The end of this piece sounds like a promotional piece. It’s not. No sponsorship is in place.

When I was in primary school I had a simple text-book on touch typing or at least typing efficiently with one hand. It wasn’t really a text-book in the traditional sense; rather a case of 100 typed pages, somewhat yellowed and simply stapled.  My school at the time decided (with my parents I’m assuming) that it would be useful for me to learn to type. My hand writing though neat was incredible slow and unlikely to improve substantially with an ever-increasing volume of material through high school and later university. It was also not an efficient use of resources for my one good limb.

I remember sitting in a cozy room aged about 11 with this booklet, an electric typewriter and Mr Campbell the vice-principal of my primary school a man I liked running through what I now know as drills

frfrfrfrf fvfvfvfv

etc.

I liked those classes. That school particularly was good at making what we now know of as reasonable accommodations for me their first student with a disability without needing to know the right forms to fill in. We all just (seemed at least) to get on with it. I wasn’t left feeling bad for any of it and this was one “special” class that I looked forward to. I loved the teacher. I loved the book and I felt accomplished.

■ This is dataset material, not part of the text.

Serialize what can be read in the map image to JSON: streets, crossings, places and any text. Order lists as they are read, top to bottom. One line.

From memory those lessons did not last very long. We moved interstate soon after they started. I held on to the book everyone hoping I would continue. Things changed after that though, personally and at school. It was a different system.

I was soon trained up on dictation and voice recognition systems, given scribes for exams and other good accommodations were made. In typical style I regularly misplaced than relocated the typing book. I never used it, but was glad to look through it, almost like a year book. Eventually in one of my many house moves through my 20’s the book did its usual disappearing act and never reappeared.

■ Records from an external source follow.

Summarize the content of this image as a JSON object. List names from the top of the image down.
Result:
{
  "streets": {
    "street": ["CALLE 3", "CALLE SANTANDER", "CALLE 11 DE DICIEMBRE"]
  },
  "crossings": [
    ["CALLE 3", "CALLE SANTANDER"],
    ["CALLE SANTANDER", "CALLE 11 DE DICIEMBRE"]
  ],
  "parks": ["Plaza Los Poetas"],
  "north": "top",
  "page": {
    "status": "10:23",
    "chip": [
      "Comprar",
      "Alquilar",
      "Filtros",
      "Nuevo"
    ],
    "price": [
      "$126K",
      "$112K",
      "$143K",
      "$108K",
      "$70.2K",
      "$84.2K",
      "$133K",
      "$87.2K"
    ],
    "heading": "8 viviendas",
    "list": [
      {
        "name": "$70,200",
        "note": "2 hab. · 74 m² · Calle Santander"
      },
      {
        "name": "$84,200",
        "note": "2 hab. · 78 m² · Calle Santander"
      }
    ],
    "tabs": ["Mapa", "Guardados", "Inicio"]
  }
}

Voice recognition software is very useful for some times and in some places. Academic and business writing where the thought process is more factual and formal.  But typing, however badly seems a key activity. It’s very tactile and active as well as being cerebral. You can type with music playing, as I am now. If I can find keys I can find a way to make myself heard, regardless of software installed.

While using and enjoying my software solution I started periodically “googling” “one-handed typing” solutions. Just curiosity. Although most of the offices I have worked in, have been too ambient noisy to dictate super-efficiently without being quite rude. I also think more stiltedly  if I have to remember to say punctuation marks. But mostly I was interested in the progress that I assumed had undoubtedly been made since the 1980’s.

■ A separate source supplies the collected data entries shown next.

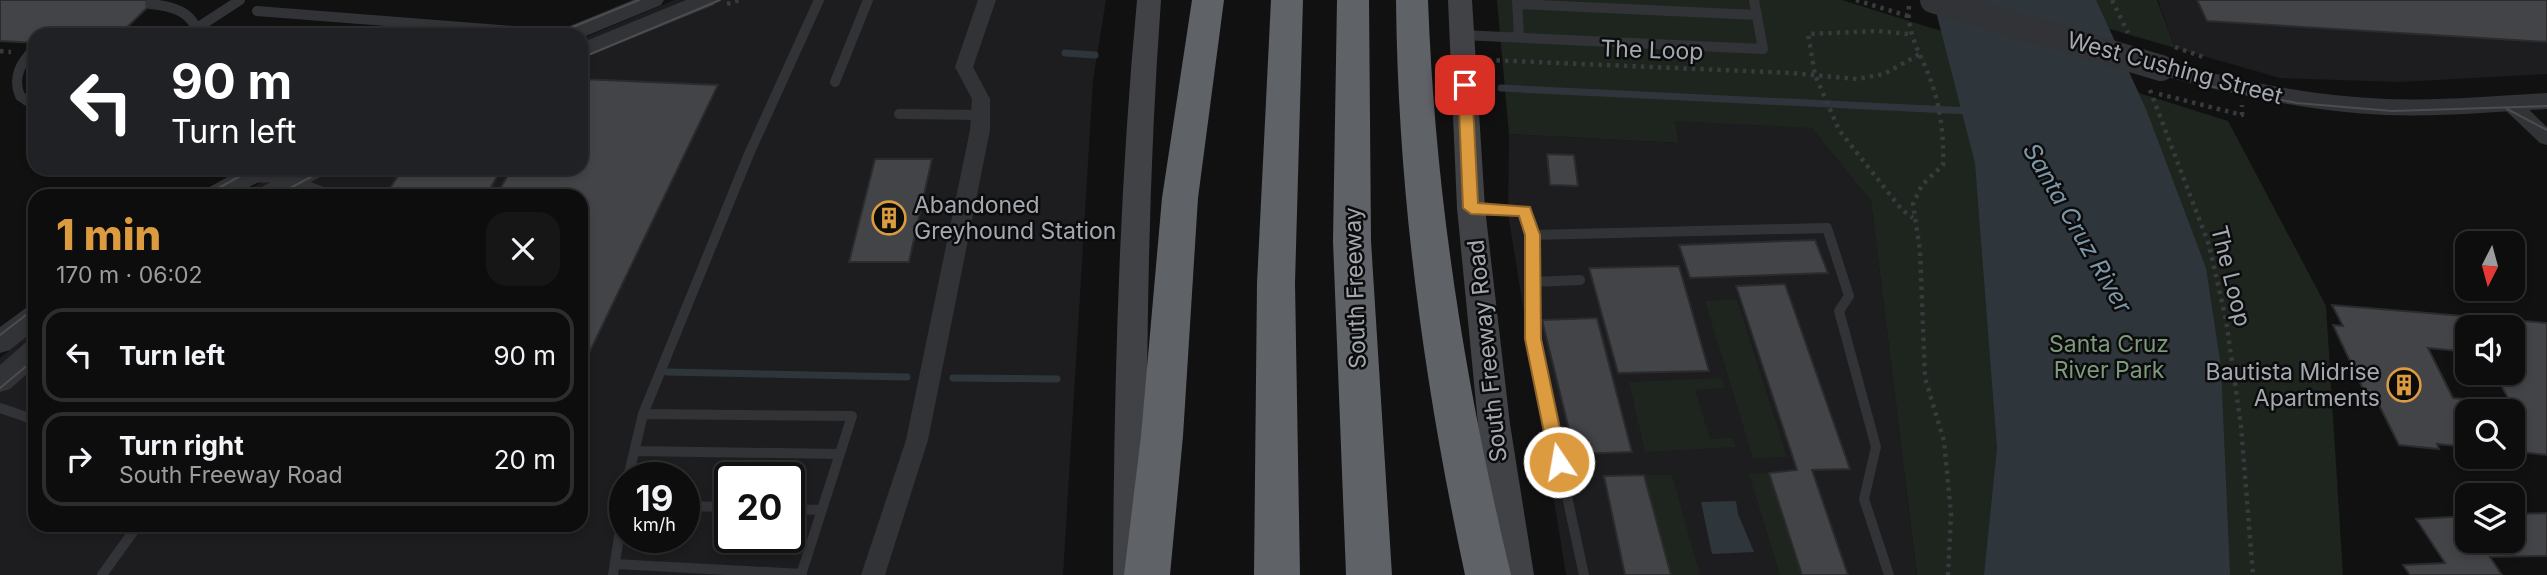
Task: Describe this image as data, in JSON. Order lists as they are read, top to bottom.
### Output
{
  "streets": {
    "highway": ["South Freeway"],
    "main road": ["South Freeway Road"],
    "street": ["West Cushing Street"],
    "path": ["The Loop"]
  },
  "crossings": [
    ["The Loop", "West Cushing Street"]
  ],
  "water": ["Santa Cruz River"],
  "parks": ["Santa Cruz River Park"],
  "places": {
    "building": ["Abandoned Greyhound Station", "Bautista Midrise Apartments"]
  },
  "north": "bottom",
  "page": {
    "turn": ["90 m", "Turn left"],
    "heading": ["1 min", "170 m · 06:02"],
    "list": [
      {
        "name": "Turn left",
        "value": "90 m"
      },
      {
        "name": "Turn right",
        "note": "South Freeway Road",
        "value": "20 m"
      }
    ],
    "speed": "19 km/h",
    "limit": "20"
  }
}
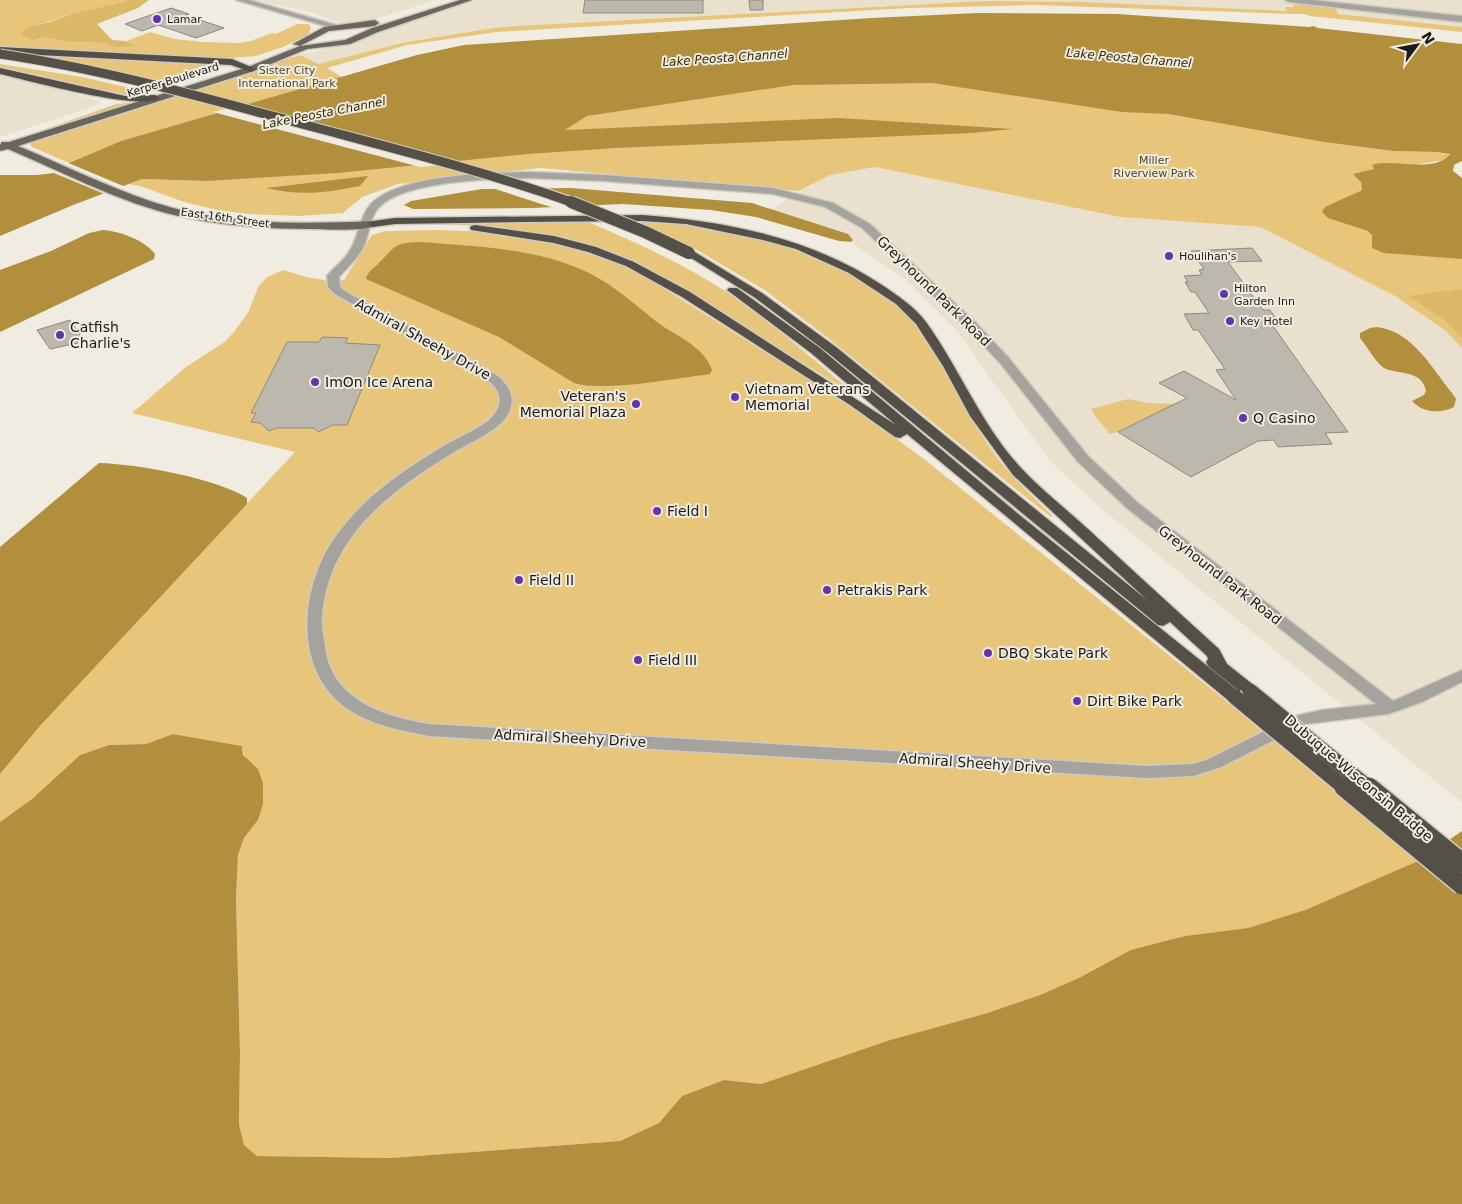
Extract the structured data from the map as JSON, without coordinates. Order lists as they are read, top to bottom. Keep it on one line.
{"streets":{"highway":["Dubuque-Wisconsin Bridge"],"main road":["Kerper Boulevard","East 16th Street"],"street":["Greyhound Park Road","Admiral Sheehy Drive"]},"crossings":[["Kerper Boulevard","East 16th Street"],["East 16th Street","Greyhound Park Road"],["East 16th Street","Admiral Sheehy Drive"],["Greyhound Park Road","Admiral Sheehy Drive"]],"water":["Lake Peosta Channel"],"parks":["Sister City International Park","Miller Riverview Park"],"places":["Lamar","Houlihan's","Hilton Garden Inn","Key Hotel","Catfish Charlie's","ImOn Ice Arena","Vietnam Veterans Memorial","Veteran's Memorial Plaza","Q Casino","Field I","Field II","Petrakis Park","DBQ Skate Park","Field III","Dirt Bike Park"],"north":"top right"}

I was wrong. Until recently I found very little for standard keyboards. There were options, good options I’ll bet for half qwerty keyboards, but until recently it seems no good options online for teaching myself one-handed typing on a standard keyboard. Given that I prefer writing on my laptop that’s what I need, to improve my own skills. In my case I know I’m skill deficient. I’m actually fast-ish at the “hunt and peck” method because I know basically where the keys are on the keyboard, but I need to look. My fingering is all off though.  I’m slow if I try to use the right fingers and the right keys!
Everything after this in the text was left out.